Seeking to ease those concerns, Obama said, "What I am not doing, what I have no interest in doing, is running GM."

Speaking at the White House, the president said auto executives "will call the shots and make the decisions about turning this company around." He said the government would refrain from playing a management role in all but the most critical areas.

"Our goal is to help GM get back on its feet ... and get out quickly," he said of the federal government.

He said the government would own 60 percent of the new GM—much as it has taken part ownership of Chrysler, banks and other corporations in recent months—and acknowledged that could prove controversial with some.

Seeking to ease those concerns, Obama said, "What I am not doing, what I have no interest in doing, is running GM."

The president said auto executives "will call the shots and make the decisions about turning this company around." He said the government would refrain from playing a management role in all but the most critical areas.

"Our goal is to help GM get back on its feet ... and get out quickly," he said of the federal government.

Obama spoke as GM entered bankruptcy court at the same time Chrysler was looking to emerge after a two-month reorganization. Over the weekend, a bankruptcy judge gave the No. 3 automaker approval to sell most of its assets to Italy's Fiat, part of a plan under which the U.S. government will own somewhat less than 10 percent of the firm.

Ford the other large U.S. automaker, has said it can weather the current economic and industry crises on its own.

Under the GM plan envisioned by Obama's auto industry task force, the federal government will wind up with 60 percent ownership in the one-time pillar of American capitalism.

That comes in addition to its smaller stake in Chrysler, as well as significant interests in banks, insurance giant AIG and two mortgage industry giants, Fannie Mae and Freddie Mac.

Speaking at the White House, where he was flanked by Cabinet secretaries and economic advisers, Obama said the coming restructuring will "take a painful toll on many Americans" with the closure of additional plants and the loss of jobs.

The president did not pause to answer questions, but Republicans had plenty.

"The only thing it makes clear is that the government is firmly in the business of running companies using taxpayer dollars," said House Republican Leader John Boehner of Ohio.

"Does anyone really believe that politicians and bureaucrats in Washington can successfully steer a multinational corporation to economic viability? It's time for the administration to fully explain what the exit strategy is to get the U.S. government out of the board room once and for all," Boehner said.

Obama cited Chrysler's experience in bankruptcy court as a model of how GM could fare. "Some said a quick bankruptcy was impossible ... they were wrong," he said.

He added that unnamed critics predicted car sales would "fall off a cliff," and added, "they were wrong." The outcome, he said, is "dramatically better than the one we found when we began."

Looking ahead, he said, GM will be prodded at every juncture by the administration's top officials.

The announcement marked the latest step in a series of measures Obama has taken since he became president to salvage an industry that has been part of the American landscape for a century.

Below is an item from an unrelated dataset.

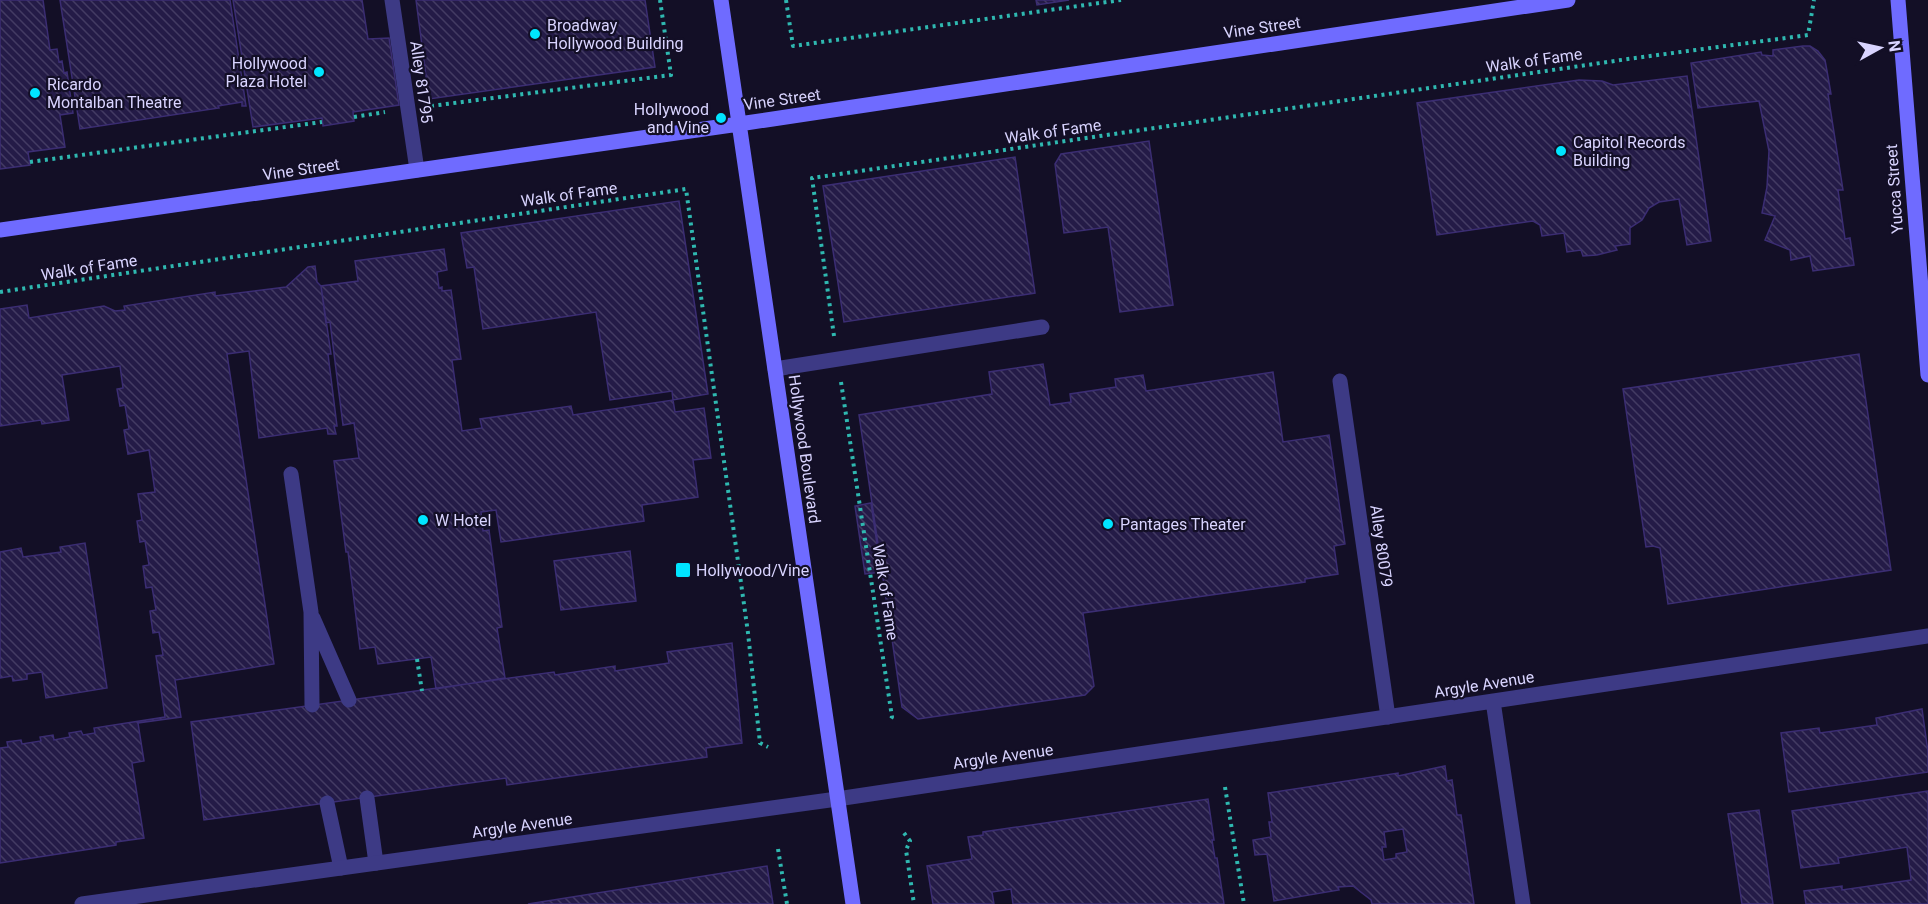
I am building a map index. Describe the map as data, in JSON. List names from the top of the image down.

Earlier in the year, he rejected a restructuring plan submitted by GM's ownership, and ordered its leaders to try again. They did, under the direction of administration officials, and the result is a blueprint in which hundreds of dealerships will be closed and familiar model names jettisoned.

Officials have estimated the new GM should be profitable at a level of 10 million vehicle sales a year. The company that entered bankruptcy court had to sell an estimated 16 million units to make a profit.

Obama stressed that GM's workers and its investors had both made sacrifices. The United Autoworkers Union agreed in recent days to numerous concessions, and a majority of investors agreed to accept less than the paper value of their holdings.

The administration, sensitive to charges that it favored the UAW, said the terms accepted by the unions were harsher than what had been proposed by the Bush administration.